─── Exercise input
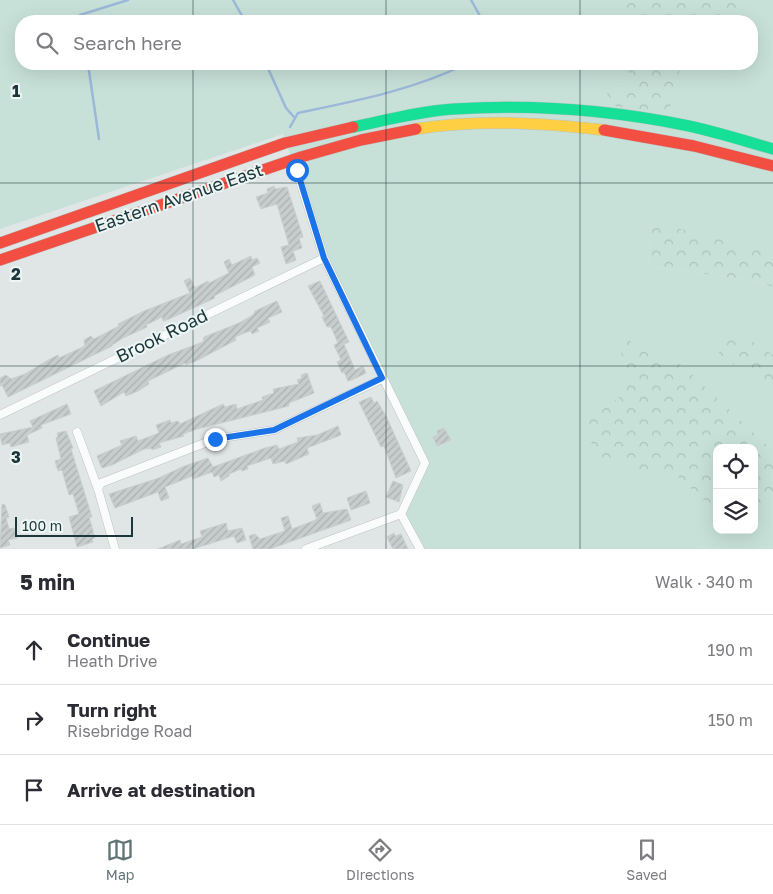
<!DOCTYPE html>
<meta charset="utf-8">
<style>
:root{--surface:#fff;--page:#f7f7f7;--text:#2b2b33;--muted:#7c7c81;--line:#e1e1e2;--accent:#617476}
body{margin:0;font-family:"Golos Text",sans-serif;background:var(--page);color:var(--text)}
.controls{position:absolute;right:15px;bottom:15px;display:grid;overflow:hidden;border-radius:10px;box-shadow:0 5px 20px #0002}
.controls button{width:45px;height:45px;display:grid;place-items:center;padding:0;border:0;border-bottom:1px solid var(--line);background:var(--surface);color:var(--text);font:25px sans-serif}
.scale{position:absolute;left:15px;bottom:12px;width:118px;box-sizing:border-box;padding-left:5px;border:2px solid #1d3639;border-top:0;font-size:14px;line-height:18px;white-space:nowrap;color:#1d3639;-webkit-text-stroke:4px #ecf6f5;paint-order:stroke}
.stop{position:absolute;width:15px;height:15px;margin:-11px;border:4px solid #1a73e8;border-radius:50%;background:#fff}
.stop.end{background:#1a73e8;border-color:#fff;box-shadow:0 1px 5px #0008}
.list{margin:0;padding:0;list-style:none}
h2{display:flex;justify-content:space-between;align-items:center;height:65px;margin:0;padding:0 20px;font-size:21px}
h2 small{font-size:16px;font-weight:400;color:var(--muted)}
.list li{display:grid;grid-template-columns:32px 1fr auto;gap:15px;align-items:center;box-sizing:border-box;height:70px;padding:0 20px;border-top:1px solid var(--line)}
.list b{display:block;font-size:19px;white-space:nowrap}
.list p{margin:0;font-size:16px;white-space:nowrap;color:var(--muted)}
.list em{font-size:16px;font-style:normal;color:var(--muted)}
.icon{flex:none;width:28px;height:28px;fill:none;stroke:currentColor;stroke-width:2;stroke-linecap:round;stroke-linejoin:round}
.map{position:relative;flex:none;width:773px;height:549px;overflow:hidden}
.search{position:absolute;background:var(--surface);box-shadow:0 5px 20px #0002;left:15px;right:15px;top:15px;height:55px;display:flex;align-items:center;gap:12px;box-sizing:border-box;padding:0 18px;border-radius:20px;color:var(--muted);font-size:19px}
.sheet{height:275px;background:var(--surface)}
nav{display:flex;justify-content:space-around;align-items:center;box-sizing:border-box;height:70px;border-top:1px solid var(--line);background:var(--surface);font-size:14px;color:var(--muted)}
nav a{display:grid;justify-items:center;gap:2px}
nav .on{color:var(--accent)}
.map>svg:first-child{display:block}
</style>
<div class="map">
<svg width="773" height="549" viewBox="0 0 773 549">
<defs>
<pattern id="forest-crowns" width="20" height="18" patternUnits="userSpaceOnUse" patternTransform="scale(1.25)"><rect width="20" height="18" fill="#c7e1d9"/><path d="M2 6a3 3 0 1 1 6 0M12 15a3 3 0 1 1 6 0" fill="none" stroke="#aac2bb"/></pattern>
<pattern id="building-hatch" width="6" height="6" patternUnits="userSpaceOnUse" patternTransform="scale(1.25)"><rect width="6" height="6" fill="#c6cdcc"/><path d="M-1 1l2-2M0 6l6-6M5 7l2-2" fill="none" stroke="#aab1b0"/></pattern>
</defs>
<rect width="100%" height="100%" fill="#e0e6e6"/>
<path fill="#c7e1d9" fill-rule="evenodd" d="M0 0H773V255L651 222 648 266 756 281 773 287V549H420L401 514 425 463 324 258 283 134 0 229ZM21 21H752V64H21ZM717 448H754V530H717Z"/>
<path fill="url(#forest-crowns)" d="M625 0H757L736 21H622Z
M619 64H684L675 79 669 115 608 105 607 90 618 91 632 75 619 66Z
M651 221 773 254V287L756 281 648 266Z
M703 327 725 339 752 341 773 355V386L747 375 720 354Z
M623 331 637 350 659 354 682 365 773 451V508L754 507V448H717V504L707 503 676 475 638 470 602 457 593 448 585 423 621 396 628 371 621 353Z"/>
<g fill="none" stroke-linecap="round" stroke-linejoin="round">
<path stroke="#9cb8d9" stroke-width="2.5" d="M233 0 245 21
M471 0 480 16
M81 21 80 15 128 0
M88 64 99 139
M266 64 286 108 294 117
M290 127 298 113C356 101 413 90 466 64"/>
</g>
<path fill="url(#building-hatch)" stroke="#c8cfcf" d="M274 186 275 189 287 187 303 237 299 238 302 248 293 251 296 260 286 264 281 247 289 245 277 204 261 209 256 197 268 193 267 189Z
M251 256 252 260 257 258 260 263 252 267 255 275 214 296 215 298 169 319 163 321 162 317 146 325 147 327 123 338 112 345V346L8 397 2 385 0 386V378L6 375 11 379 25 374 50 359 58 355 59 358 85 346 84 340 91 336 94 339 119 326 118 324 144 311 190 293 184 281 190 278 195 288 208 281 209 283 229 273 224 262 229 259 232 265Z
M320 281 349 342 344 344 355 370 363 366 366 373 352 380 348 381 344 372 342 373 337 362 341 360 334 345 338 343 331 327H327L322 317 324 316 308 286Z
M277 301 282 312 268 318 270 322 257 328 259 331 252 334 251 331 247 332 235 337 236 340 196 361 186 365 185 363 148 381 149 384 138 391 126 396 124 392 101 406 94 391 168 355 203 342 204 337 239 323 253 315 255 311Z
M307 373 314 393 289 403V406L197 429 183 434 184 436 159 443 161 447 152 450 151 448 144 449 112 465 102 468 101 466 97 456 122 445 120 441 136 436 138 441 159 433 156 425 170 420 171 423 178 421 180 424 223 404 225 407 236 404 237 409 263 400 262 397 274 393 273 389 299 384 297 380 302 378 301 375Z
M371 397 374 403 377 401 386 416 411 471 396 478 384 446 381 447 359 402Z
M67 404 71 414 41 425 42 428 27 435 29 442 11 447 10 443 2 445 0 434 33 427 30 421Z
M338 426 341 435 307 448 309 454 286 464 285 461 273 464 271 458 247 466 248 469 242 471 241 469 229 474V476L221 481 219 475 214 477 212 472 193 479 192 476 165 487 169 498 161 501 158 492 115 508 109 494 159 478 182 467 208 458 213 467 265 448 277 445 279 449 298 442 297 438 317 435Z
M444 428 451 440 437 446 433 437 438 435 437 431Z
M66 431 73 448 71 449 92 517H89L95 538 92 539 93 542 77 547 69 517 79 514 73 494 69 495 62 470 58 471 55 461 61 459 56 438 58 437 57 433Z
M393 481 403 485 399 502 386 497Z
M366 491 370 503 351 510 347 498Z
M320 503 323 513 347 509 351 520 270 549H253L249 536 255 534 260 539 285 531 281 518 288 516 292 529 313 521 317 519 312 506Z
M2 504 5 505 9 517 6 518 9 529 14 528 17 538 8 540 10 545 0 548Z
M226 523 228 531 242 528 246 540 237 543 234 536 193 549H158L180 540 181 544 202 537 200 531Z
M394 533 395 536 401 534 408 549H393L387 537Z"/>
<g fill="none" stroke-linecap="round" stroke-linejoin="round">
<g stroke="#bdc3c3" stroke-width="9">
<path id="street" d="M293 159 324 258 425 463 401 514 420 549
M0 415 324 258
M77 432 98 489 115 549
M98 489 101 483 215 439 274 430 382 379
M306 549 401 514"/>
</g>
<g stroke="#bac3c3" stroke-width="12">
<path id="fast" d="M353 127C387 120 420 111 454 109 533 104 612 110 689 126 717 132 745 141 773 149"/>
</g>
<g stroke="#bac3c3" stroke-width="12">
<path id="slow" d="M416 129C478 119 542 123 604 130"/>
</g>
<g stroke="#bac3c3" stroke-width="12">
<path id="jam" d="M604 130 694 146 773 166
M0 243 285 143 353 127
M0 260 301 157 361 140 416 129"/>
</g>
<use href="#street" stroke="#fafbfb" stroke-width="8"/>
<use href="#fast" stroke="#16e098" stroke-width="11"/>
<use href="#slow" stroke="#ffcf43" stroke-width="11"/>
<use href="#jam" stroke="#f24e42" stroke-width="11"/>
</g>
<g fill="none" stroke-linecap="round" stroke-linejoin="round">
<path stroke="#1a73e8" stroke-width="6" d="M215 439 274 430 382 378 324 258 297 170"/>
</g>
<path fill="none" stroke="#1d3639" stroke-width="1" stroke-opacity="0.55" d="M193 0V21M386 0V21M580 0V21M193 64V549M386 64V549M580 64V549M0 183H773M0 366H773"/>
<g text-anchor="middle" stroke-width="4" stroke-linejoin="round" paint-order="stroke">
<g font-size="18" fill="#1d3639" stroke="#ecf6f5">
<text transform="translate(179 198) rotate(-19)" y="6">Eastern Avenue East</text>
<text transform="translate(162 336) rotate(-26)" y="6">Brook Road</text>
</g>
</g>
<g font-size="16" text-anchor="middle" font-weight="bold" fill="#1d3639" stroke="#ecf6f5" stroke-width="4" stroke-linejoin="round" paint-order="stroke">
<text x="16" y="97">1</text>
<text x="16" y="280">2</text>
<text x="16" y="463">3</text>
</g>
</svg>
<div class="controls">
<button><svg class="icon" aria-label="locate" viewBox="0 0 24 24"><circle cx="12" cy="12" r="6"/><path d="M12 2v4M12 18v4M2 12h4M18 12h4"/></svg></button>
<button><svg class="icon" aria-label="layers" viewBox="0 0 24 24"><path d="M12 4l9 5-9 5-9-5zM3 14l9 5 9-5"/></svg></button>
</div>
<div class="scale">100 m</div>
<div class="stop" style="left:297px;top:170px"></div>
<div class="stop end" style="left:215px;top:439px"></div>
<div class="search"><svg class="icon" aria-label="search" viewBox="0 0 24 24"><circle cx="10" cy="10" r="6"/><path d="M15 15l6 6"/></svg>Search here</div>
</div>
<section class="sheet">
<h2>5 min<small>Walk · 340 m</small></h2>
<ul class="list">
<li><svg class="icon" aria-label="ahead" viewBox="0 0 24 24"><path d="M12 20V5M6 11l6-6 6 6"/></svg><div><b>Continue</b><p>Heath Drive</p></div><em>190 m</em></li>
<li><svg class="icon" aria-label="right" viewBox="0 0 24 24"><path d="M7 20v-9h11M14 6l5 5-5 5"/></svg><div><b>Turn right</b><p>Risebridge Road</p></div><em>150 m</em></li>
<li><svg class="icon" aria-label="arrive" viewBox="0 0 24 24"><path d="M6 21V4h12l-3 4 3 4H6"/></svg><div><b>Arrive at destination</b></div></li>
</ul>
</section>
<nav>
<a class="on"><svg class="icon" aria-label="map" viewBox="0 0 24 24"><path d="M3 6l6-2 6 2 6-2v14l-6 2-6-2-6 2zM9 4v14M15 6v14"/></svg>Map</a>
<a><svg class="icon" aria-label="directions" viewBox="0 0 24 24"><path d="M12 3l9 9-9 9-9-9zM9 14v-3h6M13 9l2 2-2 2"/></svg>Directions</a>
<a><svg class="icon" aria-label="saved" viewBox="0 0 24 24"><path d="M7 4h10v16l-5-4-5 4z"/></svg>Saved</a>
</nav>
──────
#### Task directions
Of the entries listed above, reproduce only the lines starting at the line containing "M2 504 5 505" and ending at the line containing "M98 489 101 483 215 439 274 430 382 379". Include both, exactly as they stand.

#### Result for this task
M2 504 5 505 9 517 6 518 9 529 14 528 17 538 8 540 10 545 0 548Z
M226 523 228 531 242 528 246 540 237 543 234 536 193 549H158L180 540 181 544 202 537 200 531Z
M394 533 395 536 401 534 408 549H393L387 537Z"/>
<g fill="none" stroke-linecap="round" stroke-linejoin="round">
<g stroke="#bdc3c3" stroke-width="9">
<path id="street" d="M293 159 324 258 425 463 401 514 420 549
M0 415 324 258
M77 432 98 489 115 549
M98 489 101 483 215 439 274 430 382 379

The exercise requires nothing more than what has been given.